◆ THE PROBLEM: Please give the data again in full, precisely as it is written.

[Saved data entries]
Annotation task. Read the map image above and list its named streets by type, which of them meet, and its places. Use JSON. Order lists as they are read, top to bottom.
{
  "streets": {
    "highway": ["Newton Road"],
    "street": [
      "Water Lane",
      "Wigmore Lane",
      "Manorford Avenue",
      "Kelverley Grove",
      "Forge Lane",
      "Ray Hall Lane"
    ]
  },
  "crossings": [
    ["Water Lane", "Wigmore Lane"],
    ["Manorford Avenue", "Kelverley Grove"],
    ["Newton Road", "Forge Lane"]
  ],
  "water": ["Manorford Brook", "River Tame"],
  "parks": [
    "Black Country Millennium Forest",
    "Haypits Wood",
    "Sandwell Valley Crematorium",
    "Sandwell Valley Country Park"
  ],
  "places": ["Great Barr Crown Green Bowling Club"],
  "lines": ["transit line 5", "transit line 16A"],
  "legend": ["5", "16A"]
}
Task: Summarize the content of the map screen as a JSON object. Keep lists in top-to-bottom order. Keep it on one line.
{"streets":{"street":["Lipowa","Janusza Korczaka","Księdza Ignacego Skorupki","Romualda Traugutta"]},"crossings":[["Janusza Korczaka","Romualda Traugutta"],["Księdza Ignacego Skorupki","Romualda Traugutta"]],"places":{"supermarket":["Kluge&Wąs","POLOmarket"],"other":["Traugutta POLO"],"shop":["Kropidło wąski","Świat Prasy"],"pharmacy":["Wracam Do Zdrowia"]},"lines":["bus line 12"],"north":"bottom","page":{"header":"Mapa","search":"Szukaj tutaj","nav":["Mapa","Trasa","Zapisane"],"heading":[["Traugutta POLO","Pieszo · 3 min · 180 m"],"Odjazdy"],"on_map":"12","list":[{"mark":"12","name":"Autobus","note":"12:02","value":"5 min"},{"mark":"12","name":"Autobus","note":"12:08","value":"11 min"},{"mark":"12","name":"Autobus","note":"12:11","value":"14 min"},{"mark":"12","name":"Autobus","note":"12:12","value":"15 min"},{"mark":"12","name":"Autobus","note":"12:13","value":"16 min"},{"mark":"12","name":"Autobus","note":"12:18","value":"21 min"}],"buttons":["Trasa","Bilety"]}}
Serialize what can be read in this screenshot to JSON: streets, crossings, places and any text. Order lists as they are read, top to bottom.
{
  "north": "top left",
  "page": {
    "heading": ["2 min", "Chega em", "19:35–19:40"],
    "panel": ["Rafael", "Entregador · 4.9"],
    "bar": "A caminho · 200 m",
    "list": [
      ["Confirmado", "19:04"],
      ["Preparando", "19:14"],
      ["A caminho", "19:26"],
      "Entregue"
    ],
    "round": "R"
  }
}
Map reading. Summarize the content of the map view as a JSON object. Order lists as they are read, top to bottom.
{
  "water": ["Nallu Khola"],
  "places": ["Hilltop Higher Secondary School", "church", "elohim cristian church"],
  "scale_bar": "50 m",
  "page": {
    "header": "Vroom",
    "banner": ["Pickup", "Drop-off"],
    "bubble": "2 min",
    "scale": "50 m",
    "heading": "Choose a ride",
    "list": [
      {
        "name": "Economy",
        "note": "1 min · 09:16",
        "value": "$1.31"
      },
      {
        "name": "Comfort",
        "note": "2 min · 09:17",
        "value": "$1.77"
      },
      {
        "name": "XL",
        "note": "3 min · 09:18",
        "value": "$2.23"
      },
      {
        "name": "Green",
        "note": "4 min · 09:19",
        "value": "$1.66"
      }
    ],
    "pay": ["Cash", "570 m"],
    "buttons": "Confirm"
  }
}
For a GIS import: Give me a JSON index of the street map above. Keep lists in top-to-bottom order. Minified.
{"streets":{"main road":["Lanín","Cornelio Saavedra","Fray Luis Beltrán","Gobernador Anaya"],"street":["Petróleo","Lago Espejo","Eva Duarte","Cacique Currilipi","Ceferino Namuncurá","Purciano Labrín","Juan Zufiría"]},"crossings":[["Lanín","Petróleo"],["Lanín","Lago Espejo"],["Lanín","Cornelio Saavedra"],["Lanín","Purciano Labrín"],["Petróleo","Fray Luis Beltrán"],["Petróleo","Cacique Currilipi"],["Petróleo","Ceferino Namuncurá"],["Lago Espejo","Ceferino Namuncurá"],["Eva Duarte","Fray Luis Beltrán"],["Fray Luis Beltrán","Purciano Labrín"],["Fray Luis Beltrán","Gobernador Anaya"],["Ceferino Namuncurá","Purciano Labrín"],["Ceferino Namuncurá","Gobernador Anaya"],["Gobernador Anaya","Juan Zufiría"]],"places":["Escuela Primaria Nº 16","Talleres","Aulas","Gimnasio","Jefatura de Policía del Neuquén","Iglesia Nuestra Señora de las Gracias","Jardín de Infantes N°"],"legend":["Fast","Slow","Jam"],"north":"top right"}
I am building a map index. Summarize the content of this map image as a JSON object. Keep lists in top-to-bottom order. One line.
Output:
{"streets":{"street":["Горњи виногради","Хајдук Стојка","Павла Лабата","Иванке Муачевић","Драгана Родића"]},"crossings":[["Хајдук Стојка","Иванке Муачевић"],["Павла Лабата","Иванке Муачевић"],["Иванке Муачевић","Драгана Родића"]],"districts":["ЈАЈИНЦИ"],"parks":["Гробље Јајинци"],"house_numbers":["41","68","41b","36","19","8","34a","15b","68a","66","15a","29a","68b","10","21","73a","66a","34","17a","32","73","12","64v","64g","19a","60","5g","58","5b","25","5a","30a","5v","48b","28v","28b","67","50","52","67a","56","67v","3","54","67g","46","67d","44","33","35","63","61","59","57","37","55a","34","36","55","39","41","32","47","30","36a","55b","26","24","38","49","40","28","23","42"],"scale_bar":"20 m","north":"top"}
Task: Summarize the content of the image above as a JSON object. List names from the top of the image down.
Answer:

◆ TASK OUTPUT:
Annotation task. Read the map image above and list its named streets by type, which of them meet, and its places. Use JSON. Order lists as they are read, top to bottom.
{
  "streets": {
    "highway": ["Newton Road"],
    "street": [
      "Water Lane",
      "Wigmore Lane",
      "Manorford Avenue",
      "Kelverley Grove",
      "Forge Lane",
      "Ray Hall Lane"
    ]
  },
  "crossings": [
    ["Water Lane", "Wigmore Lane"],
    ["Manorford Avenue", "Kelverley Grove"],
    ["Newton Road", "Forge Lane"]
  ],
  "water": ["Manorford Brook", "River Tame"],
  "parks": [
    "Black Country Millennium Forest",
    "Haypits Wood",
    "Sandwell Valley Crematorium",
    "Sandwell Valley Country Park"
  ],
  "places": ["Great Barr Crown Green Bowling Club"],
  "lines": ["transit line 5", "transit line 16A"],
  "legend": ["5", "16A"]
}
Task: Summarize the content of the map screen as a JSON object. Keep lists in top-to-bottom order. Keep it on one line.
{"streets":{"street":["Lipowa","Janusza Korczaka","Księdza Ignacego Skorupki","Romualda Traugutta"]},"crossings":[["Janusza Korczaka","Romualda Traugutta"],["Księdza Ignacego Skorupki","Romualda Traugutta"]],"places":{"supermarket":["Kluge&Wąs","POLOmarket"],"other":["Traugutta POLO"],"shop":["Kropidło wąski","Świat Prasy"],"pharmacy":["Wracam Do Zdrowia"]},"lines":["bus line 12"],"north":"bottom","page":{"header":"Mapa","search":"Szukaj tutaj","nav":["Mapa","Trasa","Zapisane"],"heading":[["Traugutta POLO","Pieszo · 3 min · 180 m"],"Odjazdy"],"on_map":"12","list":[{"mark":"12","name":"Autobus","note":"12:02","value":"5 min"},{"mark":"12","name":"Autobus","note":"12:08","value":"11 min"},{"mark":"12","name":"Autobus","note":"12:11","value":"14 min"},{"mark":"12","name":"Autobus","note":"12:12","value":"15 min"},{"mark":"12","name":"Autobus","note":"12:13","value":"16 min"},{"mark":"12","name":"Autobus","note":"12:18","value":"21 min"}],"buttons":["Trasa","Bilety"]}}
Serialize what can be read in this screenshot to JSON: streets, crossings, places and any text. Order lists as they are read, top to bottom.
{
  "north": "top left",
  "page": {
    "heading": ["2 min", "Chega em", "19:35–19:40"],
    "panel": ["Rafael", "Entregador · 4.9"],
    "bar": "A caminho · 200 m",
    "list": [
      ["Confirmado", "19:04"],
      ["Preparando", "19:14"],
      ["A caminho", "19:26"],
      "Entregue"
    ],
    "round": "R"
  }
}
Map reading. Summarize the content of the map view as a JSON object. Order lists as they are read, top to bottom.
{
  "water": ["Nallu Khola"],
  "places": ["Hilltop Higher Secondary School", "church", "elohim cristian church"],
  "scale_bar": "50 m",
  "page": {
    "header": "Vroom",
    "banner": ["Pickup", "Drop-off"],
    "bubble": "2 min",
    "scale": "50 m",
    "heading": "Choose a ride",
    "list": [
      {
        "name": "Economy",
        "note": "1 min · 09:16",
        "value": "$1.31"
      },
      {
        "name": "Comfort",
        "note": "2 min · 09:17",
        "value": "$1.77"
      },
      {
        "name": "XL",
        "note": "3 min · 09:18",
        "value": "$2.23"
      },
      {
        "name": "Green",
        "note": "4 min · 09:19",
        "value": "$1.66"
      }
    ],
    "pay": ["Cash", "570 m"],
    "buttons": "Confirm"
  }
}
For a GIS import: Give me a JSON index of the street map above. Keep lists in top-to-bottom order. Minified.
{"streets":{"main road":["Lanín","Cornelio Saavedra","Fray Luis Beltrán","Gobernador Anaya"],"street":["Petróleo","Lago Espejo","Eva Duarte","Cacique Currilipi","Ceferino Namuncurá","Purciano Labrín","Juan Zufiría"]},"crossings":[["Lanín","Petróleo"],["Lanín","Lago Espejo"],["Lanín","Cornelio Saavedra"],["Lanín","Purciano Labrín"],["Petróleo","Fray Luis Beltrán"],["Petróleo","Cacique Currilipi"],["Petróleo","Ceferino Namuncurá"],["Lago Espejo","Ceferino Namuncurá"],["Eva Duarte","Fray Luis Beltrán"],["Fray Luis Beltrán","Purciano Labrín"],["Fray Luis Beltrán","Gobernador Anaya"],["Ceferino Namuncurá","Purciano Labrín"],["Ceferino Namuncurá","Gobernador Anaya"],["Gobernador Anaya","Juan Zufiría"]],"places":["Escuela Primaria Nº 16","Talleres","Aulas","Gimnasio","Jefatura de Policía del Neuquén","Iglesia Nuestra Señora de las Gracias","Jardín de Infantes N°"],"legend":["Fast","Slow","Jam"],"north":"top right"}
I am building a map index. Summarize the content of this map image as a JSON object. Keep lists in top-to-bottom order. One line.
Output:
{"streets":{"street":["Горњи виногради","Хајдук Стојка","Павла Лабата","Иванке Муачевић","Драгана Родића"]},"crossings":[["Хајдук Стојка","Иванке Муачевић"],["Павла Лабата","Иванке Муачевић"],["Иванке Муачевић","Драгана Родића"]],"districts":["ЈАЈИНЦИ"],"parks":["Гробље Јајинци"],"house_numbers":["41","68","41b","36","19","8","34a","15b","68a","66","15a","29a","68b","10","21","73a","66a","34","17a","32","73","12","64v","64g","19a","60","5g","58","5b","25","5a","30a","5v","48b","28v","28b","67","50","52","67a","56","67v","3","54","67g","46","67d","44","33","35","63","61","59","57","37","55a","34","36","55","39","41","32","47","30","36a","55b","26","24","38","49","40","28","23","42"],"scale_bar":"20 m","north":"top"}
Task: Summarize the content of the image above as a JSON object. List names from the top of the image down.
Answer:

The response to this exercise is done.